Industries in the town include squid fishing and tourism. The main tourist attractions are the Seikan Tunnel Museum, and the sumo museum (Yokozuna Chiyonoyama Chiyonofuji Kinenkan).

Two former Sumo Grand Champions (Yokozuna) were born and lived in Fukushima and their careers are celebrated in the sumo museum. The first is Chiyonoyama (千代の山 雅信) followed by Chiyonofuji (千代の富士貢). The latter is one of the most successful sumo wrestlers of all time and won 31 top division titles in his career before retiring in 1991.
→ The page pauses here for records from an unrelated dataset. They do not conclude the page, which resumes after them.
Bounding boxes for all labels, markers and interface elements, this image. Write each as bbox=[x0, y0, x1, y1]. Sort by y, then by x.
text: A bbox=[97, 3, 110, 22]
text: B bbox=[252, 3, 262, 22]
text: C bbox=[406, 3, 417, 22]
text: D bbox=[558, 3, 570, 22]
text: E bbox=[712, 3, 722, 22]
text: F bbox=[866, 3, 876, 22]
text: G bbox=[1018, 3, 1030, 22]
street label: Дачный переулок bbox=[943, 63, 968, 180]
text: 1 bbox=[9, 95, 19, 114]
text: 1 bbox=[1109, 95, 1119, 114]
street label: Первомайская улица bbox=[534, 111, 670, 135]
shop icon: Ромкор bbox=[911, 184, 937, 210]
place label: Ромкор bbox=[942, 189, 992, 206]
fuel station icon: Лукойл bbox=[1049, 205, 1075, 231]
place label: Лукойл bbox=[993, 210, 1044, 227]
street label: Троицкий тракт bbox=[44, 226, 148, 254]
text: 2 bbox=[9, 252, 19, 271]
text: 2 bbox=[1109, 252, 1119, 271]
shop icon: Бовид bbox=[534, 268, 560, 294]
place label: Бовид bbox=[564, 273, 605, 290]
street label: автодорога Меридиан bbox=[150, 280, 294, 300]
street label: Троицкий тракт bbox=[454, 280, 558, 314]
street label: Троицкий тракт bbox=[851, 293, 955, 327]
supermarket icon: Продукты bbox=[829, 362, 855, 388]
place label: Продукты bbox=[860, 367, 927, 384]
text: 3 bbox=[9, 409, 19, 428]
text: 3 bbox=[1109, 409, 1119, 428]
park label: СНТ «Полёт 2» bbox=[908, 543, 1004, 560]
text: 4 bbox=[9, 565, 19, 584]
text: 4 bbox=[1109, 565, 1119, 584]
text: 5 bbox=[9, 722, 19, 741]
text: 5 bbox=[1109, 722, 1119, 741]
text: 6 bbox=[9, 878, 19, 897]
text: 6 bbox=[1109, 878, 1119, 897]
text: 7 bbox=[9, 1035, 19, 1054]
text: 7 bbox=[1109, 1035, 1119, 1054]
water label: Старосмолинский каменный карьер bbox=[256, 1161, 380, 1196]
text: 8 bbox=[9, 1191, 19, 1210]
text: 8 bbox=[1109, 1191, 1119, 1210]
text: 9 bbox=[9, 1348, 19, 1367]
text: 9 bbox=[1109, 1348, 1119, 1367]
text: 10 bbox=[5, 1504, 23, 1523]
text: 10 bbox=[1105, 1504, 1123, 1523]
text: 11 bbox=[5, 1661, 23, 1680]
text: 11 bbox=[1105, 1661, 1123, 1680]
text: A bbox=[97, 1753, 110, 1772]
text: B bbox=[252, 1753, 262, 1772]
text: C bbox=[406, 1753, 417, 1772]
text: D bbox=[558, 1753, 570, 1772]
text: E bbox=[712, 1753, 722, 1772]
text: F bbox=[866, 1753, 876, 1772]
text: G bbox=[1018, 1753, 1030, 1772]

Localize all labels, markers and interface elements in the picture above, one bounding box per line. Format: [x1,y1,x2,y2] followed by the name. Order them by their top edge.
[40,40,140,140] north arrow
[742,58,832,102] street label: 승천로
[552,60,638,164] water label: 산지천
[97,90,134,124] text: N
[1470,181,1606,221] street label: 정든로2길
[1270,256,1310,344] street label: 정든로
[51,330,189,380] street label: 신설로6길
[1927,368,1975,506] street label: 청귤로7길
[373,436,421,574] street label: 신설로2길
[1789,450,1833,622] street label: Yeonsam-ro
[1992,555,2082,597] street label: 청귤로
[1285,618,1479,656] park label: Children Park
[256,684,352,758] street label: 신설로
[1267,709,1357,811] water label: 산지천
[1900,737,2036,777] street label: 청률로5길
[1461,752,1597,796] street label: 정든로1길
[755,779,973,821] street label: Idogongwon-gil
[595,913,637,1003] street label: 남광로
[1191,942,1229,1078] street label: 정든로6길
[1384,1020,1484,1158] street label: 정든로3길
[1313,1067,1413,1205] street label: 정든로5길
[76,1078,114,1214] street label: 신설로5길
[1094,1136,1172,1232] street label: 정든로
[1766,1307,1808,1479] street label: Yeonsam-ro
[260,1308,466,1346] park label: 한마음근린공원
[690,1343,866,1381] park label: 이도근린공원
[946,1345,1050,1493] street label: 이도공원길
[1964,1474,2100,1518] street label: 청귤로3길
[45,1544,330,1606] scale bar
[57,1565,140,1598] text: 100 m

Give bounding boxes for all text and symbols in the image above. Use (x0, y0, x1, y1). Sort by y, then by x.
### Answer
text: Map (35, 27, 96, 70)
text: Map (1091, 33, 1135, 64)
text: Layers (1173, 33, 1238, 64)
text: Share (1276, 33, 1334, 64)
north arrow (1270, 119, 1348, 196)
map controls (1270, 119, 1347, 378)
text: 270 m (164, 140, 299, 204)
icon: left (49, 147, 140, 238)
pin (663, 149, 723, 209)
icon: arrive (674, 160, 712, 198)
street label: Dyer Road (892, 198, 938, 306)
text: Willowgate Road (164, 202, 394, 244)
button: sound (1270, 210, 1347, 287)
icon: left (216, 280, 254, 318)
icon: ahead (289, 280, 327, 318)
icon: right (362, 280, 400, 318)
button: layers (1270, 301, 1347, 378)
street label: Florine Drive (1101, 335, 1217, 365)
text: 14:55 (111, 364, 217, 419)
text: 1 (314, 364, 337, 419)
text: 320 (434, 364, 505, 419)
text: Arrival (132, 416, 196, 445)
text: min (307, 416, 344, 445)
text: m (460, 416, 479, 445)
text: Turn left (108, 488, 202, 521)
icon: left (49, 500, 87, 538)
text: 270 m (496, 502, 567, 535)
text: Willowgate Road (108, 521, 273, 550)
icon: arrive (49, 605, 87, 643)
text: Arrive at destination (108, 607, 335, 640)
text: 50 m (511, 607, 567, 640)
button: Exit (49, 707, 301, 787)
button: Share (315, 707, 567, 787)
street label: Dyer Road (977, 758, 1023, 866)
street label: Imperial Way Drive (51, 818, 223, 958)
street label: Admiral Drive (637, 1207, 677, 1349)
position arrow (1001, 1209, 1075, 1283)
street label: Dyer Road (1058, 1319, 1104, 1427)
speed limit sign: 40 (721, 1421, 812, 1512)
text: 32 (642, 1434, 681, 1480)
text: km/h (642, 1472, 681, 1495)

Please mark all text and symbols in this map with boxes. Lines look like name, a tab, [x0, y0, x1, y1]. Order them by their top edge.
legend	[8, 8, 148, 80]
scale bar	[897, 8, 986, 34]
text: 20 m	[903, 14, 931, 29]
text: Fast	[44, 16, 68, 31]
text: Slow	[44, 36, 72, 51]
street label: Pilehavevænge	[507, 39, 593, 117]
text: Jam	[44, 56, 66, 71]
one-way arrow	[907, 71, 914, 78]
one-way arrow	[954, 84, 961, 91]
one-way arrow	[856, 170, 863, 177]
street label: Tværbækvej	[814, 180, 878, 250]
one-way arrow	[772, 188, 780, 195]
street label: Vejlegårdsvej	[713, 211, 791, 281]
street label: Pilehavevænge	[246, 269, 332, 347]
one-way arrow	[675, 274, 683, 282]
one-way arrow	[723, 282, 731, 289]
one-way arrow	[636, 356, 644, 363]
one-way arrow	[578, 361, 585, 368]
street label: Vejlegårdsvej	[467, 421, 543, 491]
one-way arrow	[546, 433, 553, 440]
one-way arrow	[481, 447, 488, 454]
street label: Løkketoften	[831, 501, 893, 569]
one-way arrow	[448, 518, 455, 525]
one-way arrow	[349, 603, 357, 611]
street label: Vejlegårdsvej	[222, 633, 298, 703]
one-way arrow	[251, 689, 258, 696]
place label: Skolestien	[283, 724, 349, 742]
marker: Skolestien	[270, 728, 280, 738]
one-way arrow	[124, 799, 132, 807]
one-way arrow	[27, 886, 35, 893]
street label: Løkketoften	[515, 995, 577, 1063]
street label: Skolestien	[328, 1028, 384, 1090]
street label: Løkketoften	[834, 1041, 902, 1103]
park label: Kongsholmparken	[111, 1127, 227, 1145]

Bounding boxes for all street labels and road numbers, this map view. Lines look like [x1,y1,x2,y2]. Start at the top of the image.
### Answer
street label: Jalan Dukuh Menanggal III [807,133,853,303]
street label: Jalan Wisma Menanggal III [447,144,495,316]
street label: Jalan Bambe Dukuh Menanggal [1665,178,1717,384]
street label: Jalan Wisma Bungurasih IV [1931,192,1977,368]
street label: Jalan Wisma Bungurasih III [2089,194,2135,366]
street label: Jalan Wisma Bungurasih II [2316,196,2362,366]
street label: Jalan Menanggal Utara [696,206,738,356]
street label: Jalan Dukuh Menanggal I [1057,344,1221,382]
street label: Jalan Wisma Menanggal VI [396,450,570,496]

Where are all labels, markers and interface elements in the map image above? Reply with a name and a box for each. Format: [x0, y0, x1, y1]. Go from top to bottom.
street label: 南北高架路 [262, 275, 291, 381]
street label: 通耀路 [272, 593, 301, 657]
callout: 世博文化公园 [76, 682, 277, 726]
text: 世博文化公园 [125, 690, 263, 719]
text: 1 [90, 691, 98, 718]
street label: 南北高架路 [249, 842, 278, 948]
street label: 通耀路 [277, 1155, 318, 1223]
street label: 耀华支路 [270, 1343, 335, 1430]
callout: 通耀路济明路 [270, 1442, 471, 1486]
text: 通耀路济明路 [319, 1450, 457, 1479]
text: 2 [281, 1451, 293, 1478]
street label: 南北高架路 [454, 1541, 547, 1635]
A new tourist attraction opened in July, 2011. The Kaikyo Yokozuna Beach opened after several years of planning and building and has been named after the two famous Yokozuna from the town.

==History==
- 1900: Fukushima village was founded.
- 1944: Fukushima village became Fukushima town.
- 1955: Fukushima town and Yoshioka village were merged to form Fukushima town.

==Transportation==
Yoshioka, a part of the town, has access tunnels to the Seikan Tunnel and Yoshioka-Kaitei Station. This station, along with Tappi-Kaitei Station on the Aomori side of the tunnel, were the world's first undersea stations. They were closed because of the construction of Hokkaido Shinkansen.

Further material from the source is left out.